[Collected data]

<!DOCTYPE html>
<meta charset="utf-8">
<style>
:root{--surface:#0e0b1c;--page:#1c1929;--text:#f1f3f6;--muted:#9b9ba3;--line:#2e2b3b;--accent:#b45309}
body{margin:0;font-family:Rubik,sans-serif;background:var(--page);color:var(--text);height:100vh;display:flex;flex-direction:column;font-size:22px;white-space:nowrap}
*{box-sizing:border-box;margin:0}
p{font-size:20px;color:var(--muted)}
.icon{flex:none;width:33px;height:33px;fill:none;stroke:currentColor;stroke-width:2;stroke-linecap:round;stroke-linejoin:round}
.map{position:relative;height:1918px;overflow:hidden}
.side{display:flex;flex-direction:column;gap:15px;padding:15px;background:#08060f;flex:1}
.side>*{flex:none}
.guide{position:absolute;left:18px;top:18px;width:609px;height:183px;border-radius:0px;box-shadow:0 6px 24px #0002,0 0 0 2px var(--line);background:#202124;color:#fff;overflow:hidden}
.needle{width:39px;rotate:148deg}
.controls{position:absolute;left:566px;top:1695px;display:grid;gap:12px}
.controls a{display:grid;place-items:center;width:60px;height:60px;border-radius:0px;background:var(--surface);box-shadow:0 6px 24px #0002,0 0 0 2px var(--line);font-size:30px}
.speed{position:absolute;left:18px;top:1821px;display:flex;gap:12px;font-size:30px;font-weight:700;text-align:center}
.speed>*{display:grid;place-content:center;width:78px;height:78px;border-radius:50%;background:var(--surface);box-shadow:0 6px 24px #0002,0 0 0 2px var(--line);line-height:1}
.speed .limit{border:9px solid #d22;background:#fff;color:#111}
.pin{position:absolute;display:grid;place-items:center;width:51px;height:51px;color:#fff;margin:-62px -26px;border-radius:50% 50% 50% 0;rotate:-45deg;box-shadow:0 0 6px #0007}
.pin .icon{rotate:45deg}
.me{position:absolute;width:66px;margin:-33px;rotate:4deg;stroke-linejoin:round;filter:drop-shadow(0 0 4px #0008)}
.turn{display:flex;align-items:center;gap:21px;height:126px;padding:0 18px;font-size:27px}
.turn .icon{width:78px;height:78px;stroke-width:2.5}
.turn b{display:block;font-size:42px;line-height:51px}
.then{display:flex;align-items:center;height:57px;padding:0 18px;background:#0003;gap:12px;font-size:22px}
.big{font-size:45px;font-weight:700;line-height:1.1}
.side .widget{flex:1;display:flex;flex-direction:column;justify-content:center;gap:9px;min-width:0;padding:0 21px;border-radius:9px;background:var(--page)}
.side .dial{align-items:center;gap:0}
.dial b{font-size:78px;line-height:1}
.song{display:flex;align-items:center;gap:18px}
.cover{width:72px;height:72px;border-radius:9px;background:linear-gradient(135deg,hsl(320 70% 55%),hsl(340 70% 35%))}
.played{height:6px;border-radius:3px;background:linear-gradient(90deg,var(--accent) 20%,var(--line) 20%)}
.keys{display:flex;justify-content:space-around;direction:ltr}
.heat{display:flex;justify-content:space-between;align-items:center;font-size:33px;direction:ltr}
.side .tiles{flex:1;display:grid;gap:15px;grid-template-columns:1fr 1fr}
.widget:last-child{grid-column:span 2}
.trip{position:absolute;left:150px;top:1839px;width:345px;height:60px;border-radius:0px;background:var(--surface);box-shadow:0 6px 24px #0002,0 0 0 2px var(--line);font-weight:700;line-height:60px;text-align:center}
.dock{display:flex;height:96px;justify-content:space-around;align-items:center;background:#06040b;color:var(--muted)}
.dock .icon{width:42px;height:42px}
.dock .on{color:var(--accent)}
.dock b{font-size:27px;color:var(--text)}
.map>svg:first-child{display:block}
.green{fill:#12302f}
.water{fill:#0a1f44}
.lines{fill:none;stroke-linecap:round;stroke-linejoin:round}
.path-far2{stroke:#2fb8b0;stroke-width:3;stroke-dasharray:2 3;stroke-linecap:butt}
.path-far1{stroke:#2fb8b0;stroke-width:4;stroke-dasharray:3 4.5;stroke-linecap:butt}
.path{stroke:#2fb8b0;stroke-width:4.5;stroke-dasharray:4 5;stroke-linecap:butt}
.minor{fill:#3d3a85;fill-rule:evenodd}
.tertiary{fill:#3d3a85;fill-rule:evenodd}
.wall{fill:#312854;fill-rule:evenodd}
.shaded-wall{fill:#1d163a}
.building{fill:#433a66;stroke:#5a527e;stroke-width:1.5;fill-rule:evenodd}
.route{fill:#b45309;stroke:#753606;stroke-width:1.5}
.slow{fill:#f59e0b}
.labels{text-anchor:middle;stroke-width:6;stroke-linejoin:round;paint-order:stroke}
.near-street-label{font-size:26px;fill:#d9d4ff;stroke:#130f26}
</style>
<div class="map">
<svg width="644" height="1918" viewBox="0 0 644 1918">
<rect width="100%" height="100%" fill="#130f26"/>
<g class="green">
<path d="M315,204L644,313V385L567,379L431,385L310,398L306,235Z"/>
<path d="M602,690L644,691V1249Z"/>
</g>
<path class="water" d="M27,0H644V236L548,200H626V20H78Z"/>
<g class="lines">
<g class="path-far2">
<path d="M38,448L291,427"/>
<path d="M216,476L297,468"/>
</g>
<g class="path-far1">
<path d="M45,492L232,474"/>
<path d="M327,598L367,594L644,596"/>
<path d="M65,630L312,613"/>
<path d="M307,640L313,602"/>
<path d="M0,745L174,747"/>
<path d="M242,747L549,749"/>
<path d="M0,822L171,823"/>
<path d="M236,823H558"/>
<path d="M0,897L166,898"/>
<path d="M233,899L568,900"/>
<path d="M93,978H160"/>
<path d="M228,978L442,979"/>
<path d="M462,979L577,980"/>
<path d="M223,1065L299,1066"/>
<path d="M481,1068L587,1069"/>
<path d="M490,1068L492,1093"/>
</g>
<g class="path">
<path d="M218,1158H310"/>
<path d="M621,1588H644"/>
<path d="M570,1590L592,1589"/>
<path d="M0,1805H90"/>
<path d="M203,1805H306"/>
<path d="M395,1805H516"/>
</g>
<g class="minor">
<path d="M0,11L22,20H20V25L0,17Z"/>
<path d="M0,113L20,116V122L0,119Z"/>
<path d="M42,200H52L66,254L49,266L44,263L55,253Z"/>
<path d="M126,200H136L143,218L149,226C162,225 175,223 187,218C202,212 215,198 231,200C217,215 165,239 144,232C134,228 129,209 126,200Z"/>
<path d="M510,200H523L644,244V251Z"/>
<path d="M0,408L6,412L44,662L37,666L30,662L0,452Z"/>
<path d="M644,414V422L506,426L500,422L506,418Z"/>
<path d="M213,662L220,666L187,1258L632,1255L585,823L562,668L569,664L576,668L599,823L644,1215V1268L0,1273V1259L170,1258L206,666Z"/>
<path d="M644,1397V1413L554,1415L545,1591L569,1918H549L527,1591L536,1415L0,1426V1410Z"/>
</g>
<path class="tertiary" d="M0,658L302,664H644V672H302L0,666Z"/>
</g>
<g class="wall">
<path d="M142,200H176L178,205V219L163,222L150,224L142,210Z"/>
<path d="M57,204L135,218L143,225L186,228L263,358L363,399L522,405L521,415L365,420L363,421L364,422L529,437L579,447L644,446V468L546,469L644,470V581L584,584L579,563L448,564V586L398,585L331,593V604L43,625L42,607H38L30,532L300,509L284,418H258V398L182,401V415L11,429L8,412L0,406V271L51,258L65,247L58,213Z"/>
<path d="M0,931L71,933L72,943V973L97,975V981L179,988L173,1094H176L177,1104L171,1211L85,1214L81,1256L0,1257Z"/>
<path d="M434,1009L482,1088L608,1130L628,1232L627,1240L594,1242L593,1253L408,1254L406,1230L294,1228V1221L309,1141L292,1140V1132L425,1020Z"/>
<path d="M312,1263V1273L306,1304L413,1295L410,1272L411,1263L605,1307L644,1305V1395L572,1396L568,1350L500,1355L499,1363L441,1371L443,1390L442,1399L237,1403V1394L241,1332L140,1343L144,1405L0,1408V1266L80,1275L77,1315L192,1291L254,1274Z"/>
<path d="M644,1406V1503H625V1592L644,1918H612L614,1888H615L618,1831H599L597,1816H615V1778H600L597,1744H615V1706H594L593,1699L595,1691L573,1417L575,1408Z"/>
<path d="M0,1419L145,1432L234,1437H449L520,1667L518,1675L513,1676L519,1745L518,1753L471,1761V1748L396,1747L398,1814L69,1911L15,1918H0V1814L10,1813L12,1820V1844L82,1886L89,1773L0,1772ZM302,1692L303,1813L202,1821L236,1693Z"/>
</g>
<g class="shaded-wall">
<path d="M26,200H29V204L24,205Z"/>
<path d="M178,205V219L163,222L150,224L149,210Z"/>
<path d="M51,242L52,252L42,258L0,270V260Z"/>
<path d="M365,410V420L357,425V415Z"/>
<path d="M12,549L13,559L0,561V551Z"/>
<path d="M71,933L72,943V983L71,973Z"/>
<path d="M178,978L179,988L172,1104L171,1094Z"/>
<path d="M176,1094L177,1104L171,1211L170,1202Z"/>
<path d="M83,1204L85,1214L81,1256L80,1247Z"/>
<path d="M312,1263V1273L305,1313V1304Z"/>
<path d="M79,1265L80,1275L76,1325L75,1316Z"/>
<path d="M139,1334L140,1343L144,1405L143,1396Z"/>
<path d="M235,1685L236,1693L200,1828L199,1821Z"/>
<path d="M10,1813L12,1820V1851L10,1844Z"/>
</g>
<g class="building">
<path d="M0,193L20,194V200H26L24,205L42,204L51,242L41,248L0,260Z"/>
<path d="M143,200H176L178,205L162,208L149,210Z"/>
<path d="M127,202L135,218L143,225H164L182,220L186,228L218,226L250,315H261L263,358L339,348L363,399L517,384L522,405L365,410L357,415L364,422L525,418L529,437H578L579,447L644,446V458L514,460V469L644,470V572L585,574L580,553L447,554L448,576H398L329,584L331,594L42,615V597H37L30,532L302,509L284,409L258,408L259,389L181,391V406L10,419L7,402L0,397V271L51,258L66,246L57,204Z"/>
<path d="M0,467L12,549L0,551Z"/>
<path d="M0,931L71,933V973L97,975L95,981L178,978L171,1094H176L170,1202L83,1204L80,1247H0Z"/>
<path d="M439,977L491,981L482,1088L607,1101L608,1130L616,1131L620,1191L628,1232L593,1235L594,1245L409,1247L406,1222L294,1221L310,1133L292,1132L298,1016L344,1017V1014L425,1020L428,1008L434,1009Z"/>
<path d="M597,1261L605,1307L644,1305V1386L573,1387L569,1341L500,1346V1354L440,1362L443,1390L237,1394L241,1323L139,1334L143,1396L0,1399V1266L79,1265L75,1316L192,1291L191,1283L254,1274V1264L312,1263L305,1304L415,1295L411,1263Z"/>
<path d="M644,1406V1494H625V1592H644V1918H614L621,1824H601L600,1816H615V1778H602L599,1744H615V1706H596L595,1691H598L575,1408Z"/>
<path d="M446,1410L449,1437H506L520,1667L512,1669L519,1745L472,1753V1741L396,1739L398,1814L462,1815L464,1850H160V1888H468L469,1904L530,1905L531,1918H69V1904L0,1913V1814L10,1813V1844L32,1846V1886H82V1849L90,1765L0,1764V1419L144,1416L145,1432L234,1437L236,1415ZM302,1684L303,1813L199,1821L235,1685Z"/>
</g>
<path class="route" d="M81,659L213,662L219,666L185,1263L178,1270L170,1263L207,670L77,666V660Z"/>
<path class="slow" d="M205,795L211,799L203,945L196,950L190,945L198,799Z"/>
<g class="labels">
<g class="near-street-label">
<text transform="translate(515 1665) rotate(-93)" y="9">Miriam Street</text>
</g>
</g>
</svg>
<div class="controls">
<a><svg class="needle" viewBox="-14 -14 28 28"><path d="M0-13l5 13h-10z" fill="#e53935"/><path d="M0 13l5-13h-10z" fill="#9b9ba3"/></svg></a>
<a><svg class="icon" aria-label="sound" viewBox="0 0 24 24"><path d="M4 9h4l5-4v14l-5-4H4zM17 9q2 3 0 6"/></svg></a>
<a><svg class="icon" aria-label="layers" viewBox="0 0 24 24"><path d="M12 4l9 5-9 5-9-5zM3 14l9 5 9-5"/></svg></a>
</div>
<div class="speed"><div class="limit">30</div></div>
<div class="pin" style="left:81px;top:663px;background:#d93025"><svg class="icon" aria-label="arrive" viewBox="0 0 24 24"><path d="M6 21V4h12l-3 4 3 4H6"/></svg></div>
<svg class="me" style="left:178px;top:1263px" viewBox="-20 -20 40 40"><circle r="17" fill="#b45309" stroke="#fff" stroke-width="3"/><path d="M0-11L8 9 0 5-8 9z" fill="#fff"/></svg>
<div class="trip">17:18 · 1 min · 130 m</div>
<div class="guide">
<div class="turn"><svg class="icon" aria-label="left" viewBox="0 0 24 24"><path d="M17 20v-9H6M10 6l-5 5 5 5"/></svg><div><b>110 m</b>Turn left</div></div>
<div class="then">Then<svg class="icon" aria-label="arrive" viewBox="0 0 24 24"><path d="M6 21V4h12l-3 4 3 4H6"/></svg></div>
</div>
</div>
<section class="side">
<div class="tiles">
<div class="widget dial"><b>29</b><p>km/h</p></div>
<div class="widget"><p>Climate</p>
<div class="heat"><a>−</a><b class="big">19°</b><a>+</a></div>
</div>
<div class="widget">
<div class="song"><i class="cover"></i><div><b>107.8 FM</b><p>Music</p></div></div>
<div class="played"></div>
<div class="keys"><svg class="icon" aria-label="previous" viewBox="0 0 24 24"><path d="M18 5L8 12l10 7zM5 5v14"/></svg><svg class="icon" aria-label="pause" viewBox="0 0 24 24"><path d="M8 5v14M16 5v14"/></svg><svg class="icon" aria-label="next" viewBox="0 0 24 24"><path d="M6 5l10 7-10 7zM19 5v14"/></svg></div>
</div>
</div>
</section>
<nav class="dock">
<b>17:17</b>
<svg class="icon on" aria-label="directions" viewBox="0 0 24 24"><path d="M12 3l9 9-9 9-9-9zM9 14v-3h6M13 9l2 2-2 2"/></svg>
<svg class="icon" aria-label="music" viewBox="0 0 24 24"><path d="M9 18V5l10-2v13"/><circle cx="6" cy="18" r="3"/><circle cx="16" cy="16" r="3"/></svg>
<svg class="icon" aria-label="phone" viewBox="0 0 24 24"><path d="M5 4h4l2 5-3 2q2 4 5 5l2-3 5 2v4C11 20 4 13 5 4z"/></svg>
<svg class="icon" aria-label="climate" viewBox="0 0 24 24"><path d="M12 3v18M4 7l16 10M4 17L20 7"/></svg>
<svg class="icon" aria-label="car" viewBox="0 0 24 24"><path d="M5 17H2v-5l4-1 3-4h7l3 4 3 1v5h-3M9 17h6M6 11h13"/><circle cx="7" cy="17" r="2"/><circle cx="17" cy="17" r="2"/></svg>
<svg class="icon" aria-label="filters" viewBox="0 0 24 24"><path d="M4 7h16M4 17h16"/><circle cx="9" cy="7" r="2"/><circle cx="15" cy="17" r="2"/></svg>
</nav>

REQUIRED WORK> Check every line above for the string "song" and copy those that have it.

SOLUTION BELOW>
.song{display:flex;align-items:center;gap:18px}
<div class="song"><i class="cover"></i><div><b>107.8 FM</b><p>Music</p></div></div>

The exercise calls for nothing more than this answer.